[Saved data entries]
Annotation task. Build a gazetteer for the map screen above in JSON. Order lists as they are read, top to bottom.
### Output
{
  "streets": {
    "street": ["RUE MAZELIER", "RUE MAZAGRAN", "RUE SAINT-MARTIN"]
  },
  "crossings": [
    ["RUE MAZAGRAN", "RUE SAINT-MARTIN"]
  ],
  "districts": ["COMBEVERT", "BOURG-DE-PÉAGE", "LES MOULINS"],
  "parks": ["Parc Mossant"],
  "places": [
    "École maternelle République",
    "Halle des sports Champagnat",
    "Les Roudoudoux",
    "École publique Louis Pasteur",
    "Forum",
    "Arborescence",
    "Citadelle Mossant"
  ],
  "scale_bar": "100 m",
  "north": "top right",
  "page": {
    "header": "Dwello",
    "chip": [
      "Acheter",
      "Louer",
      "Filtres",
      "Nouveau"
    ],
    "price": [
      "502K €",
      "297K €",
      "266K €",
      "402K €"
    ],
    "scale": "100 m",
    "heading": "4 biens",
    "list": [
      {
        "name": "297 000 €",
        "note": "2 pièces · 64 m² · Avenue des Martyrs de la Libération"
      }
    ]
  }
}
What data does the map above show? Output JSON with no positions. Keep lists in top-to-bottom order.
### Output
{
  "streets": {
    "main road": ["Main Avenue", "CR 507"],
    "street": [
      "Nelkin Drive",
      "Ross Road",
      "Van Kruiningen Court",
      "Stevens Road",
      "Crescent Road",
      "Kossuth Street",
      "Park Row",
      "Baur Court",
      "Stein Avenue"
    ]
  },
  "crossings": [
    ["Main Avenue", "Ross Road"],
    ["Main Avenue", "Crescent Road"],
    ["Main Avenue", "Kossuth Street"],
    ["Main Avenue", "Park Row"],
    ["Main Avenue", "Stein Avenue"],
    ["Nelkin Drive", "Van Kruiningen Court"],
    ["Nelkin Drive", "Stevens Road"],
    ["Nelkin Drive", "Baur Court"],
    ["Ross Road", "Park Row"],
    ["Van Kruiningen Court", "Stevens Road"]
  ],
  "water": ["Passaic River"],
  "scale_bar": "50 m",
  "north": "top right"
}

Instructions to follow:
Would you set down every entry again, exactly?

Result of this exercise:
Annotation task. Build a gazetteer for the map screen above in JSON. Order lists as they are read, top to bottom.
### Output
{
  "streets": {
    "street": ["RUE MAZELIER", "RUE MAZAGRAN", "RUE SAINT-MARTIN"]
  },
  "crossings": [
    ["RUE MAZAGRAN", "RUE SAINT-MARTIN"]
  ],
  "districts": ["COMBEVERT", "BOURG-DE-PÉAGE", "LES MOULINS"],
  "parks": ["Parc Mossant"],
  "places": [
    "École maternelle République",
    "Halle des sports Champagnat",
    "Les Roudoudoux",
    "École publique Louis Pasteur",
    "Forum",
    "Arborescence",
    "Citadelle Mossant"
  ],
  "scale_bar": "100 m",
  "north": "top right",
  "page": {
    "header": "Dwello",
    "chip": [
      "Acheter",
      "Louer",
      "Filtres",
      "Nouveau"
    ],
    "price": [
      "502K €",
      "297K €",
      "266K €",
      "402K €"
    ],
    "scale": "100 m",
    "heading": "4 biens",
    "list": [
      {
        "name": "297 000 €",
        "note": "2 pièces · 64 m² · Avenue des Martyrs de la Libération"
      }
    ]
  }
}
What data does the map above show? Output JSON with no positions. Keep lists in top-to-bottom order.
### Output
{
  "streets": {
    "main road": ["Main Avenue", "CR 507"],
    "street": [
      "Nelkin Drive",
      "Ross Road",
      "Van Kruiningen Court",
      "Stevens Road",
      "Crescent Road",
      "Kossuth Street",
      "Park Row",
      "Baur Court",
      "Stein Avenue"
    ]
  },
  "crossings": [
    ["Main Avenue", "Ross Road"],
    ["Main Avenue", "Crescent Road"],
    ["Main Avenue", "Kossuth Street"],
    ["Main Avenue", "Park Row"],
    ["Main Avenue", "Stein Avenue"],
    ["Nelkin Drive", "Van Kruiningen Court"],
    ["Nelkin Drive", "Stevens Road"],
    ["Nelkin Drive", "Baur Court"],
    ["Ross Road", "Park Row"],
    ["Van Kruiningen Court", "Stevens Road"]
  ],
  "water": ["Passaic River"],
  "scale_bar": "50 m",
  "north": "top right"
}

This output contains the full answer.